[Start of section]

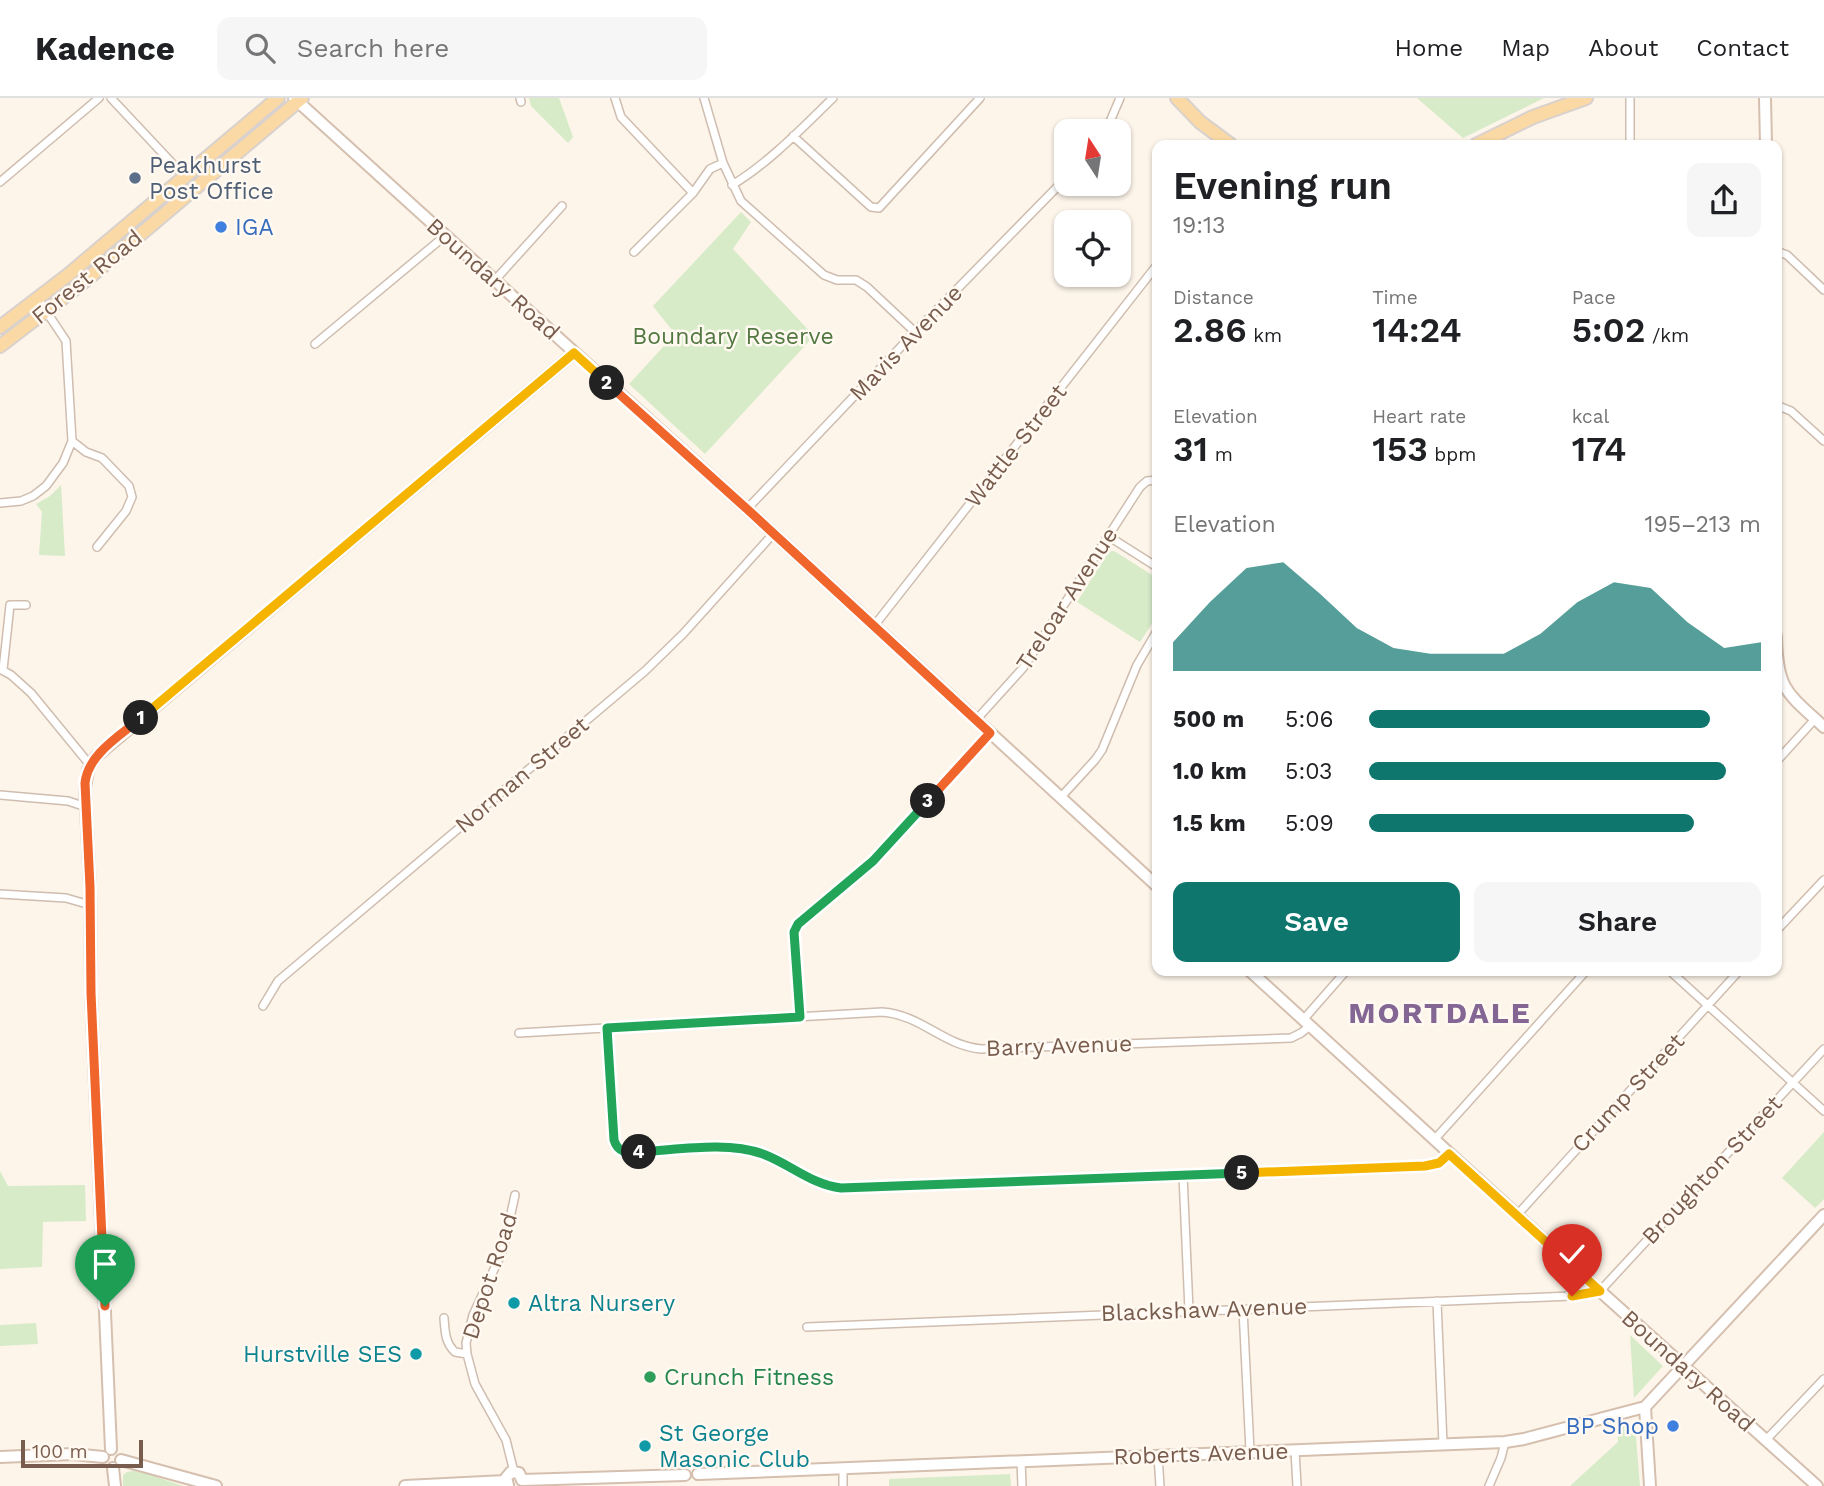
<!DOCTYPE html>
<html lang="en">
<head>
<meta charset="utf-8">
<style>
	:root { --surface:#fff; --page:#f6f6f6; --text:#202124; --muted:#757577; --line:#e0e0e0; --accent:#0f766e }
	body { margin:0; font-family:"Work Sans",sans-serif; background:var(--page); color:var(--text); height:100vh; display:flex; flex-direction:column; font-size:26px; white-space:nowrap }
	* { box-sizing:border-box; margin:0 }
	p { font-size:23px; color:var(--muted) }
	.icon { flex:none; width:38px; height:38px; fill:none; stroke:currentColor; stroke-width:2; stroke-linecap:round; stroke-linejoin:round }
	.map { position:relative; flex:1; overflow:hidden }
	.drawer { position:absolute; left:1152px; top:42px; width:630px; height:836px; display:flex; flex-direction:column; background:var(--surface); border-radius:14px; box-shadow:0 2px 5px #0004 }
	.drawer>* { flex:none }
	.needle { width:46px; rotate:348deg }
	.fabs { position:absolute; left:1054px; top:21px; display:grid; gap:14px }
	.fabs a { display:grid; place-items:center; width:77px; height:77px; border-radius:14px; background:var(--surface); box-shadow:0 2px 5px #0004; font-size:35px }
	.scale { position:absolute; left:21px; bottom:18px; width:122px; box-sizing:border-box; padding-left:7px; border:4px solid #785c4d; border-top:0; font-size:19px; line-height:24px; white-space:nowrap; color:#785c4d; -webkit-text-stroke:5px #fff9f1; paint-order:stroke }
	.pin { position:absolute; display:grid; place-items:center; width:60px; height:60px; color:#fff; margin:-72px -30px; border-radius:50% 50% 50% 0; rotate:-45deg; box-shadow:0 0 7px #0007 }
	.pin .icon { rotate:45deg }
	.km { position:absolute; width:35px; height:35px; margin:-18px; border-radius:50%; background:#222; color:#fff; font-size:19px; line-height:35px; text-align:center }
	.round { display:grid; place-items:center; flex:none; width:74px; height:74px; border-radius:14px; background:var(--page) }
	.summary { display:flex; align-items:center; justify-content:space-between; height:119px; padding:0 21px }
	h1 { font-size:38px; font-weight:600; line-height:52px }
	.stats { display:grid; grid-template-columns:repeat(3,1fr); gap:10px; height:119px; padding:7px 21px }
	.stats div { display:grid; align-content:center }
	.stats b { font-size:35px; font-weight:600 }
	.stats small { font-size:19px; font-weight:400 }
	.stats p { font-size:19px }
	.chart { height:196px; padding:14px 21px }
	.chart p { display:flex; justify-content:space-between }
	.chart svg { width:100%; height:126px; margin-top:7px; fill:var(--accent); opacity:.7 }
	.primary-button { display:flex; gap:14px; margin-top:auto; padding:14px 21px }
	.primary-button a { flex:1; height:80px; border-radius:14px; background:var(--accent); color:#fff; font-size:28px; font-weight:600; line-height:80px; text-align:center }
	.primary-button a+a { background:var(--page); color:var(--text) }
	ul { padding:0 21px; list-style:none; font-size:23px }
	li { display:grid; grid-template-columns:112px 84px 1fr; align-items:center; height:52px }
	li i { height:18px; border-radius:9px; background:var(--accent) }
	header { display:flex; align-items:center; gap:42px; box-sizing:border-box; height:98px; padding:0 35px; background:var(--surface); border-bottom:2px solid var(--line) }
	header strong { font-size:33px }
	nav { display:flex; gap:38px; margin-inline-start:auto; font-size:24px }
	.search { width:490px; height:63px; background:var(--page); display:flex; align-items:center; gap:18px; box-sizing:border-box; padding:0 24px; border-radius:14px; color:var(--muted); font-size:26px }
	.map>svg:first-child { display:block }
</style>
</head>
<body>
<header>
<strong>Kadence</strong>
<div class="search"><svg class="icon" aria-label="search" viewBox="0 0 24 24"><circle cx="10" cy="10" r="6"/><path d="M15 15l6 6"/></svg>Search here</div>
<nav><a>Home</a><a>Map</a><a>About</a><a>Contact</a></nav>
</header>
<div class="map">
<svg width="1824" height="1388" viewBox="0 0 1824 1388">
	<rect width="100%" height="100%" fill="#fdf5ea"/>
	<path fill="#d7ebc8" d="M529,0H559L573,39L568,45L531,8Z
		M1417,0H1544L1463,40Z
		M741,114L751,124L733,151L814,238L705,356L629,286L675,236L653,208Z
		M61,387L65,458L39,457L42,414L36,406L50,398Z
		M1111,453H1114L1157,480V518L1140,544L1077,504L1108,455Z
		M1824,1034V1101L1815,1110L1782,1080Z
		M0,1073L8,1088L85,1087L86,1123L43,1124L42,1169L0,1171Z
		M36,1225L38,1246L0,1248V1227Z
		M1630,1237L1663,1268L1634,1300Z
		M1635,1327L1640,1388H1570L1618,1344L1617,1329Z
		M133,1373L142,1374L183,1388H123V1377L127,1374Z
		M1010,1376L1011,1388H889V1381Z"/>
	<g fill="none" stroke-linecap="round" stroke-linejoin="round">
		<defs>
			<path id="street" d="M111,0L185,79
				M520,0L521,4
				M615,0L621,19L693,95
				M704,0L723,65L741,103L824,177L837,182H856L867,189L915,234
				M1106,33L1120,0
				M793,38L871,109L879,110L980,0
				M1630,47V0
				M0,84L99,0
				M732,87C769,65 803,29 833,0
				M1776,153L1787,157L1824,192
				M634,154L693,95L710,71L723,65
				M495,182L562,108
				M315,246L446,137
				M1776,307L1791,313L1824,343
				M72,343L86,354L102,360L129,388L132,399L126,413L97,449
				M0,405L21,403L33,398L46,388L63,365L72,343L66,243L38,201
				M747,411L915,234L1066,80
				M1108,438L1157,469
				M874,528L1157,167
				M0,571L11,577L31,595L90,667
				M3,572L10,507H26
				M976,622L1023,570L1140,389L1147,383L1157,382
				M1776,664L1815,621
				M0,697L68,703L86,709
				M1061,699L1095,662L1102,652L1137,567L1157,533
				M0,796L66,800L90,807
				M1776,833L1824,782
				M1670,873L1824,1013
				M263,908L278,883L645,573L683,536L773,436
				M800,919L795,834L798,826L873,763L990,635
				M1303,922L1346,873
				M607,930L614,1042L619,1052L629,1055L729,1049C748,1050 767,1056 783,1065C801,1074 815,1085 835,1089L1425,1068L1442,1064L1449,1056
				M519,935L882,914C922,917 942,947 981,951L1291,940L1301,935L1310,928
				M1434,1042L1586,873
				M1183,1077L1189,1212
				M1517,1117L1739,873
				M1437,1203L1443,1346
				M1243,1211L1250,1353
				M444,1220C445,1233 445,1245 455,1254L467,1256
				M807,1229L1571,1198L1600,1193L1824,951
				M1765,1343L1824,1281
				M1295,1352L1297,1388
				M1158,1358L1160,1388
				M1021,1363L1022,1388
				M843,1370V1388
				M514,1374L506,1342L475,1286L467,1256L466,1245L473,1217L503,1152L515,1097
				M1489,1388L1501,1360L1505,1344"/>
			<path id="secondary" d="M294,0L747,411L1157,788
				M1765,0L1766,47
				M1776,538C1777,592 1787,595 1824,629
				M1250,873L1600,1193L1817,1388
				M1645,1309L1650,1388
				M111,1351L91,895L90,789L85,690L88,672L96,659L105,651L574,255
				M0,1359L73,1356L103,1359
				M121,1362L216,1388
				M113,1370L115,1388
				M698,1376L1505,1344L1524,1341L1645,1309L1824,1117
				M522,1382L685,1377
				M508,1387L506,1380L511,1374L519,1375L522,1382
				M405,1388L505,1383"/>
			<path id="primary" d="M1177,0L1200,24L1231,47
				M1476,47L1533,19L1586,0
				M0,229L68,177L278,0
				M0,248L85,183L302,0"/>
		</defs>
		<use href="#street" stroke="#cfbdaf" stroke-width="10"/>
		<use href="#secondary" stroke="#d5bfaf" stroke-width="14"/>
		<use href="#primary" stroke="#d9d1cd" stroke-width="16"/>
		<use href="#street" stroke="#fff" stroke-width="7"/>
		<use href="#secondary" stroke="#fff" stroke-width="10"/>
		<use href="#primary" stroke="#fad9a4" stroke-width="12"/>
	</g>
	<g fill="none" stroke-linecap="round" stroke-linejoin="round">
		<defs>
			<path id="split-1" d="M105,1208L91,895L90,789L85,685C88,656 120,638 141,620"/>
			<path id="split-2" d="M141,620L574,255L607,285"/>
			<path id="split-3" d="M607,285L747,411L990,635L928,703"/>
			<path id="split-4" d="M639,1054C627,1055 618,1055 614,1042L607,930L800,919L794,834L798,826L873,763L928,703"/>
			<path id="split-5" d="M639,1054C679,1052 725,1043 763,1056C790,1066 812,1087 841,1090L1242,1075"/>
			<path id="split-6" d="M1242,1075L1425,1068L1439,1065L1449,1056L1600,1193L1572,1198"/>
		</defs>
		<use href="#split-1" stroke="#fff" stroke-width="14"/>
		<use href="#split-2" stroke="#fff" stroke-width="14"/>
		<use href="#split-3" stroke="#fff" stroke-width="14"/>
		<use href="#split-4" stroke="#fff" stroke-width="14"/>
		<use href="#split-5" stroke="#fff" stroke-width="14"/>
		<use href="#split-6" stroke="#fff" stroke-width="14"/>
		<use href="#split-1" stroke="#f0652b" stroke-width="9"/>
		<use href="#split-2" stroke="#f5b400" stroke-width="9"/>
		<use href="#split-3" stroke="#f0652b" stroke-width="9"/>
		<use href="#split-4" stroke="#22a559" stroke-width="9"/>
		<use href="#split-5" stroke="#22a559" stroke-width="9"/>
		<use href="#split-6" stroke="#f5b400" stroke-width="9"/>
	</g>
	<circle fill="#5c6f8a" stroke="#fff9f1" stroke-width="2.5" cx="135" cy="80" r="7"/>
	<g fill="#3f7fe0" stroke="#fff9f1" stroke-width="2.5">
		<circle cx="221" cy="129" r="7"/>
		<circle cx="1673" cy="1328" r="7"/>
	</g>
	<g fill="#0f9aa8" stroke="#fff9f1" stroke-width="2.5">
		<circle cx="514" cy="1205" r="7"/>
		<circle cx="416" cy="1256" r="7"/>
		<circle cx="645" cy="1348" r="7"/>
	</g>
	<circle fill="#2e9e5b" stroke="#fff9f1" stroke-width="2.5" cx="650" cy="1279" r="7"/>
	<g text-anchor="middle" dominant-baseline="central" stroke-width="5" stroke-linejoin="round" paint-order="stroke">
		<g font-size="23" fill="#4e5e75" stroke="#fff9f1" text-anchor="start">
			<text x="149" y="67">Peakhurst<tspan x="149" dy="26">Post Office</tspan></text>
		</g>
		<g font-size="23" fill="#366cbe" stroke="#fff9f1" text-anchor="start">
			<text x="235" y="129">IGA</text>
			<text x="1659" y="1328" text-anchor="end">BP Shop</text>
		</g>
		<g font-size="23" fill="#785c4d" stroke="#fff9f1">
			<text transform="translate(87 179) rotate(-39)">Forest Road</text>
			<text transform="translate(493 181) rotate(42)">Boundary Road</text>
			<text transform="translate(906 245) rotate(-46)">Mavis Avenue</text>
			<text transform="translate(1016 348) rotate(-52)">Wattle Street</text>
			<text transform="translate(1067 501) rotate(-57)">Treloar Avenue</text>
			<text transform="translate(522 677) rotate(-40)">Norman Street</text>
			<text transform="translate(1059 948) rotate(-2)">Barry Avenue</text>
			<text transform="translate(1628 995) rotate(-47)">Crump Street</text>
			<text transform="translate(1712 1072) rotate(-47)">Broughton Street</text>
			<text transform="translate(490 1178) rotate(-72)">Depot Road</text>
			<text transform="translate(1204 1212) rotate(-2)">Blackshaw Avenue</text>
			<text transform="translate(1688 1273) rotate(42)">Boundary Road</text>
			<text transform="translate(1201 1356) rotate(-2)">Roberts Avenue</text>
		</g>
		<g font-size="23" fill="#527841" stroke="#fff9f1">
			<text x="733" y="238">Boundary Reserve</text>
		</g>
		<g font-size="23" fill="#0d838f" stroke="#fff9f1" text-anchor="start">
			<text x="528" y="1205">Altra Nursery</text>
			<text x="402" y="1256" text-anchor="end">Hurstville SES</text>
			<text x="659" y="1335">St George<tspan x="659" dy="26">Masonic Club</tspan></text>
		</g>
		<g font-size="23" fill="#27864d" stroke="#fff9f1" text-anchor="start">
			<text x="664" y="1279">Crunch Fitness</text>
		</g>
		<g font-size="30" font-weight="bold" letter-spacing="2" fill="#836693" stroke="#fff9f1">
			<text x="1440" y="914">MORTDALE</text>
		</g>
	</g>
</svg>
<div class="fabs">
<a><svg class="needle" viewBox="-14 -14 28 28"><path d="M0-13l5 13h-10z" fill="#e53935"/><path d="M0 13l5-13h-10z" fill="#757577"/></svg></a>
<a><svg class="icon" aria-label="locate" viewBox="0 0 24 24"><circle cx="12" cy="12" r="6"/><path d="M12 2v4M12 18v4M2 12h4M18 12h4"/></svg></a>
</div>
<div class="scale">100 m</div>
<div class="pin" style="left:105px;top:1208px;background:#1e9e55"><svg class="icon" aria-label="arrive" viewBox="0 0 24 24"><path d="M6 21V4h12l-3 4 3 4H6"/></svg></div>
<div class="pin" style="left:1572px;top:1198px;background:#d93025"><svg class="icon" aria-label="check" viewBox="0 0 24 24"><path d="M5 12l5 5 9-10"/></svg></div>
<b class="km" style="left:141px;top:620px">1</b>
<b class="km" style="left:607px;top:285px">2</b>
<b class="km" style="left:928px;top:703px">3</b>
<b class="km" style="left:639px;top:1054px">4</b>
<b class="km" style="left:1242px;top:1075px">5</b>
<section class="drawer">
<div class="summary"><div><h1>Evening run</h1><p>19:13</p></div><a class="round"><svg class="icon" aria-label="share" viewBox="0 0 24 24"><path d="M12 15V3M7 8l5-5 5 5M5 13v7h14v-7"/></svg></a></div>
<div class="stats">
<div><p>Distance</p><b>2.86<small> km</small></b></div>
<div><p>Time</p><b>14:24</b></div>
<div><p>Pace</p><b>5:02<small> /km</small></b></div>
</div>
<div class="stats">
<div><p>Elevation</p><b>31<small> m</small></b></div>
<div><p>Heart rate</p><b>153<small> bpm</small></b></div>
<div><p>kcal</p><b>174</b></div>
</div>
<div class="chart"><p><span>Elevation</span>195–213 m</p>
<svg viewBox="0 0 160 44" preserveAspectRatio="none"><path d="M0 44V34L10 20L20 8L30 6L40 17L50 29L60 36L70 38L80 38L90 38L100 31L110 20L120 13L130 15L140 27L150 36L160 34V44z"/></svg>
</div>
<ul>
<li><b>500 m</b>5:06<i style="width:87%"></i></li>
<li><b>1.0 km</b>5:03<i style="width:91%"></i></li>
<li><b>1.5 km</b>5:09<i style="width:83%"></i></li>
</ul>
<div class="primary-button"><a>Save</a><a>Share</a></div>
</section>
</div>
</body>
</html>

[End of section]

Taking the entries above, write out exactly each line from the one holding "M36,1225L38,1246L0,1248V1227Z" to the one holding "M704,0L723,65L741,103L824,177L837,182H856L867,189L915,234", both included, and stop there.

OUTPUT FOR THIS TASK –
		M36,1225L38,1246L0,1248V1227Z
		M1630,1237L1663,1268L1634,1300Z
		M1635,1327L1640,1388H1570L1618,1344L1617,1329Z
		M133,1373L142,1374L183,1388H123V1377L127,1374Z
		M1010,1376L1011,1388H889V1381Z"/>
	<g fill="none" stroke-linecap="round" stroke-linejoin="round">
		<defs>
			<path id="street" d="M111,0L185,79
				M520,0L521,4
				M615,0L621,19L693,95
				M704,0L723,65L741,103L824,177L837,182H856L867,189L915,234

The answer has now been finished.